“Is This Death?”

It was a thousand times worse than being in hell. For six days we were in the same trenches, almost at arm’s reach of the enemy. We could only steal out under cover of darkness for a drink of water. It rained all the time; but we had to make the best of it. Every day was the same as the day before—an advance at daybreak and at night; but every time we were beaten back by frightful odds. Each time we were forced back we left hundreds of our men behind, killed and wounded. Then it was the same old command, “Fall back on the trenches.” My comrades were constantly falling by my side. Day after day, and every minute during the day, German shells were falling around us like rain. We could hear them coming through the air, and we would lie low in the trenches and say, “That is another one that has missed us.” But the fatal one came without us hearing it. Thirteen of us were together, and only one lucky devil escaped. When the blow came I thought my head was taken off.

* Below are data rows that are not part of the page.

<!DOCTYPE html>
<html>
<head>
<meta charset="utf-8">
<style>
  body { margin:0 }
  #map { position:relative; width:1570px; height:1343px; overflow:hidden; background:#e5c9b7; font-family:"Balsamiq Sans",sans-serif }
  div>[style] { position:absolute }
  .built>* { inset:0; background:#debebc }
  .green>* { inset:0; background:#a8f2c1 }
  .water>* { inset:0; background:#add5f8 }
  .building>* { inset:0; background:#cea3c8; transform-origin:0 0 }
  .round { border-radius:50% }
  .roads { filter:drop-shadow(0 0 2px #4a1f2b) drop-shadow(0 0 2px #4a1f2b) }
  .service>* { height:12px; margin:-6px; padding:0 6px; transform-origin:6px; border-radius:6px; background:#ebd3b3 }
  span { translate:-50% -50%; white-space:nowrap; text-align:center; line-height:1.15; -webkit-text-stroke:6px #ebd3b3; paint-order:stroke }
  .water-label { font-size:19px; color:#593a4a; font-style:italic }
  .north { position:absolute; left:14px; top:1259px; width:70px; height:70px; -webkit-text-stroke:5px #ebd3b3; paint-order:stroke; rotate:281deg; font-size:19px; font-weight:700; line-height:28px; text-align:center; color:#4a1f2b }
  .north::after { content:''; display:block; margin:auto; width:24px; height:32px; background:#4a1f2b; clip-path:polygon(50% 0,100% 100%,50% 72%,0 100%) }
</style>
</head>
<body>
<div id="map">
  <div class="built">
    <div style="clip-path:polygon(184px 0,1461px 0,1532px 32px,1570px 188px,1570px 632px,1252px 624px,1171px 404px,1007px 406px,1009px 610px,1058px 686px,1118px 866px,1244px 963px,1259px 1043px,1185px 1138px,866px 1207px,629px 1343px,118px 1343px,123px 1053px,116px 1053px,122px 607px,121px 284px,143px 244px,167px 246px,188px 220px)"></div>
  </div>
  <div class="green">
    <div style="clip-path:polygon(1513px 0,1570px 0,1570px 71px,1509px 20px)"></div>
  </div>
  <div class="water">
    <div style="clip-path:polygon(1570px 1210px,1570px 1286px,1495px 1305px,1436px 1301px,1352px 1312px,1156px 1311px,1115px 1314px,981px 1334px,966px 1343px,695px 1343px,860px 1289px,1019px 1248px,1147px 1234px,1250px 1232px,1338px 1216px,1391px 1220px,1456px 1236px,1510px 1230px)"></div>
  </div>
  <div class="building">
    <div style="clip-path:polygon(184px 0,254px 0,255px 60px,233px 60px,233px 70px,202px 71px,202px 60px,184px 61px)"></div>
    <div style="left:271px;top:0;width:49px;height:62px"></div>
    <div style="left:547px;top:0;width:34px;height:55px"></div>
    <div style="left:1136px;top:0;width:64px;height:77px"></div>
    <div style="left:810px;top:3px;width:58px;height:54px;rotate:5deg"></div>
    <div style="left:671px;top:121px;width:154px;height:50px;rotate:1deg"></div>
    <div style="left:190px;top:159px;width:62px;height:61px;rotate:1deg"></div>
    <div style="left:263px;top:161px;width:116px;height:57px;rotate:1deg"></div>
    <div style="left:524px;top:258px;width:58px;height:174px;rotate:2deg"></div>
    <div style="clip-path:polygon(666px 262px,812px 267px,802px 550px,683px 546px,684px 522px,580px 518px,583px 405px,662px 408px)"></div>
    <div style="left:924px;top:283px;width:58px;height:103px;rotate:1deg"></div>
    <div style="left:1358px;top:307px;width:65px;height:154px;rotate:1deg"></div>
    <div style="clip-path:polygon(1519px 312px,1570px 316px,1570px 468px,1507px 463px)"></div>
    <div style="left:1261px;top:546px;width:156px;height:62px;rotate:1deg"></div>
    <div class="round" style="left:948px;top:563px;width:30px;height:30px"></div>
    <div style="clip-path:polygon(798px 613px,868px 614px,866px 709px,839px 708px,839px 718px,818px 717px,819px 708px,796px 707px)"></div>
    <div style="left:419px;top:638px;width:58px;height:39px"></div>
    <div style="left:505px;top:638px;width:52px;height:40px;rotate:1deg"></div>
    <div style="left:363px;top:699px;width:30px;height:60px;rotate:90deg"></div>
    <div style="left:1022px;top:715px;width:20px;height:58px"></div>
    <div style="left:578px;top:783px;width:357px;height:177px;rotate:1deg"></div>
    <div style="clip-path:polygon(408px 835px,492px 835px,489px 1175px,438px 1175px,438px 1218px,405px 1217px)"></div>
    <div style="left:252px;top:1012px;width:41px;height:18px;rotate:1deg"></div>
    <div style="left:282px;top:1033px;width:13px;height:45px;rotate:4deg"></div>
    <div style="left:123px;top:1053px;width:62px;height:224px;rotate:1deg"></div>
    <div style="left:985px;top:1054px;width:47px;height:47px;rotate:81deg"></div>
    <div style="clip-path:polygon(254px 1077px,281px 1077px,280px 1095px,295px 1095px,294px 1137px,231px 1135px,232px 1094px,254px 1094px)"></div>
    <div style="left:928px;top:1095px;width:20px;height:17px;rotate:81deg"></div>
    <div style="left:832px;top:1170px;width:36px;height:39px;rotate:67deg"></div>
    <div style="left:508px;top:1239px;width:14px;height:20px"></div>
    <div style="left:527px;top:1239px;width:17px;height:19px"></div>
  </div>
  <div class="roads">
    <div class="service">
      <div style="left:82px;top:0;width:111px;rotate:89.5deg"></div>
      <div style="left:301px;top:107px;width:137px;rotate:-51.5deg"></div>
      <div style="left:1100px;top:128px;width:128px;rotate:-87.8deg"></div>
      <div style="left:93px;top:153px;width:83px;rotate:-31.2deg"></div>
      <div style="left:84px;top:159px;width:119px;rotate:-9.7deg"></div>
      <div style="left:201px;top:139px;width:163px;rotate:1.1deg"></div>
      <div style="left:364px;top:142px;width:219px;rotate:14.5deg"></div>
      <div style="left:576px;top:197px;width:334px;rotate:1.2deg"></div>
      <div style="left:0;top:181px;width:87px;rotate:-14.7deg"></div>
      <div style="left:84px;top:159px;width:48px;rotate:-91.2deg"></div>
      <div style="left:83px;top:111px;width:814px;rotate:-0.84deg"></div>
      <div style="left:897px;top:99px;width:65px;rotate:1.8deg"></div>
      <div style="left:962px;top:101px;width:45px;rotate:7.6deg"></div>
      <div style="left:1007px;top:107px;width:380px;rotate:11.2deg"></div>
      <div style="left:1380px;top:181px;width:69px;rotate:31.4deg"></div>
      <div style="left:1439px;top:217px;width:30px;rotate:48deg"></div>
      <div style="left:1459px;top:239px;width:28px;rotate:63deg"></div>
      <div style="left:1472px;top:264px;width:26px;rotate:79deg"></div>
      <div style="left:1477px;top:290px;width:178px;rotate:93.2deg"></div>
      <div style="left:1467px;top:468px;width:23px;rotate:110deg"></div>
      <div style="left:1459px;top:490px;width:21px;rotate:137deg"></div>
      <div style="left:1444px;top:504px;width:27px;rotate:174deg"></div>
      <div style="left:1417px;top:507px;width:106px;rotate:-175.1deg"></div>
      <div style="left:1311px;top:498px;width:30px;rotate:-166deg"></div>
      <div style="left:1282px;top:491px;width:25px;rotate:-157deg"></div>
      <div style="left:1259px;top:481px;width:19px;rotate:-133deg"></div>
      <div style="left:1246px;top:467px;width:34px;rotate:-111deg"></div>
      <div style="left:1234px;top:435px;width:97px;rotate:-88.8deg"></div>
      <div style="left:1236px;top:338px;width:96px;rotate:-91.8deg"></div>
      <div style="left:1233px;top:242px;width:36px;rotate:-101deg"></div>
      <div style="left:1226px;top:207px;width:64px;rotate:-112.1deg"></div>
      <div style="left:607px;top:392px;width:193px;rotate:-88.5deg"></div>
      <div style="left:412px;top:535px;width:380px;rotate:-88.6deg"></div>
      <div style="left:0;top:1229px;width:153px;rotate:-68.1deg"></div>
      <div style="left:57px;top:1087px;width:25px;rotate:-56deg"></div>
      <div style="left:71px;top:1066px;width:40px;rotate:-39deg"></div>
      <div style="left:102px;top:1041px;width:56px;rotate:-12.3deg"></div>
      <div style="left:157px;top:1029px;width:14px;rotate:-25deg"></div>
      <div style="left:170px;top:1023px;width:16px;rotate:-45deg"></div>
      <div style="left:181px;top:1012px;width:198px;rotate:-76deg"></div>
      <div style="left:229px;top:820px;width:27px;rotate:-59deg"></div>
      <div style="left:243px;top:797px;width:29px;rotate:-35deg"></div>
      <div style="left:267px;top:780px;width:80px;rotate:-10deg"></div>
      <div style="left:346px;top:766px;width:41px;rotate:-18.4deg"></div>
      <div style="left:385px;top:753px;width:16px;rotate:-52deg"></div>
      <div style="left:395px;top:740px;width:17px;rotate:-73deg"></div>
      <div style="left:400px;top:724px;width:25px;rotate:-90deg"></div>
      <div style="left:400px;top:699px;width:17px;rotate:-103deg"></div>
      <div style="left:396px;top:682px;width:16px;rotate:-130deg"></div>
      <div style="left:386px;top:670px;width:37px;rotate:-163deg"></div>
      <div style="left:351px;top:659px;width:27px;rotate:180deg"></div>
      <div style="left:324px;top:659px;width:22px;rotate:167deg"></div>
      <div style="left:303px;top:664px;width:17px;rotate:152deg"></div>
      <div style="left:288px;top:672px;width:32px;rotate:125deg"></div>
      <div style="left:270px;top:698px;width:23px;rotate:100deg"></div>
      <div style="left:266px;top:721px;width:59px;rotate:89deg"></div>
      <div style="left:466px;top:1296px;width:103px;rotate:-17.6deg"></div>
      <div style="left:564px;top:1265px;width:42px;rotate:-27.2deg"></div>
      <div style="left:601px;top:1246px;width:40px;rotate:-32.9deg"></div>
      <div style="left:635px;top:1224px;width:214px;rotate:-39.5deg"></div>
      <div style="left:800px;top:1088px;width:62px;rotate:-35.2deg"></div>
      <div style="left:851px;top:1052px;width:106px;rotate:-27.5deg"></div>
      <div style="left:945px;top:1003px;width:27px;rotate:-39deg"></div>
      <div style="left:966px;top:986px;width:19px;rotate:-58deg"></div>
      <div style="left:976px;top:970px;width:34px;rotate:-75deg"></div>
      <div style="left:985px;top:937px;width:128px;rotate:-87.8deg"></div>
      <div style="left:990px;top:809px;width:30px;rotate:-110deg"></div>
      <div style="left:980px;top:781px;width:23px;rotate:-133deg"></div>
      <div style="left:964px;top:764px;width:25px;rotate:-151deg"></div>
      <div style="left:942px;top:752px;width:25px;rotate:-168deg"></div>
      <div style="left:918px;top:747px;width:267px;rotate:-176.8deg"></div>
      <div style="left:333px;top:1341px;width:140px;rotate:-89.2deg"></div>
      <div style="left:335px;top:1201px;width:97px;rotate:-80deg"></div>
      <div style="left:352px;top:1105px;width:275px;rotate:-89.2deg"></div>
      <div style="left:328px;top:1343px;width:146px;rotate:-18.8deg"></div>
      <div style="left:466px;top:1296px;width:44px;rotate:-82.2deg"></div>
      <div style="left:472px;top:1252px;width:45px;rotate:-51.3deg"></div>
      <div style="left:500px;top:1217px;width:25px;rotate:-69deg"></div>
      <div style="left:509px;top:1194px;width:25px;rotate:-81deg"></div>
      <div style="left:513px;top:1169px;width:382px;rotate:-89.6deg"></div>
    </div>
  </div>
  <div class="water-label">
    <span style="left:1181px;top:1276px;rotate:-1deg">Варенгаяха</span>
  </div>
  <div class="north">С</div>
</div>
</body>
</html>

I fell on my knees and put one arm up in the air, and said, “Good God, is this death?” I then put my hand on my face, and I felt the flesh, which was so badly torn. But I felt no pain. It seemed dead. I crept along the top of the trenches until I found the doctor who was with my regiment. He simply put a piece of cotton-wool over my face and laid me under a tree, as the firing was too heavy to get a proper dressing on. For five hours I lay bleeding under that tree, and the German shells were still falling about us like rain: Pte. Kneale, Liverpool Regiment.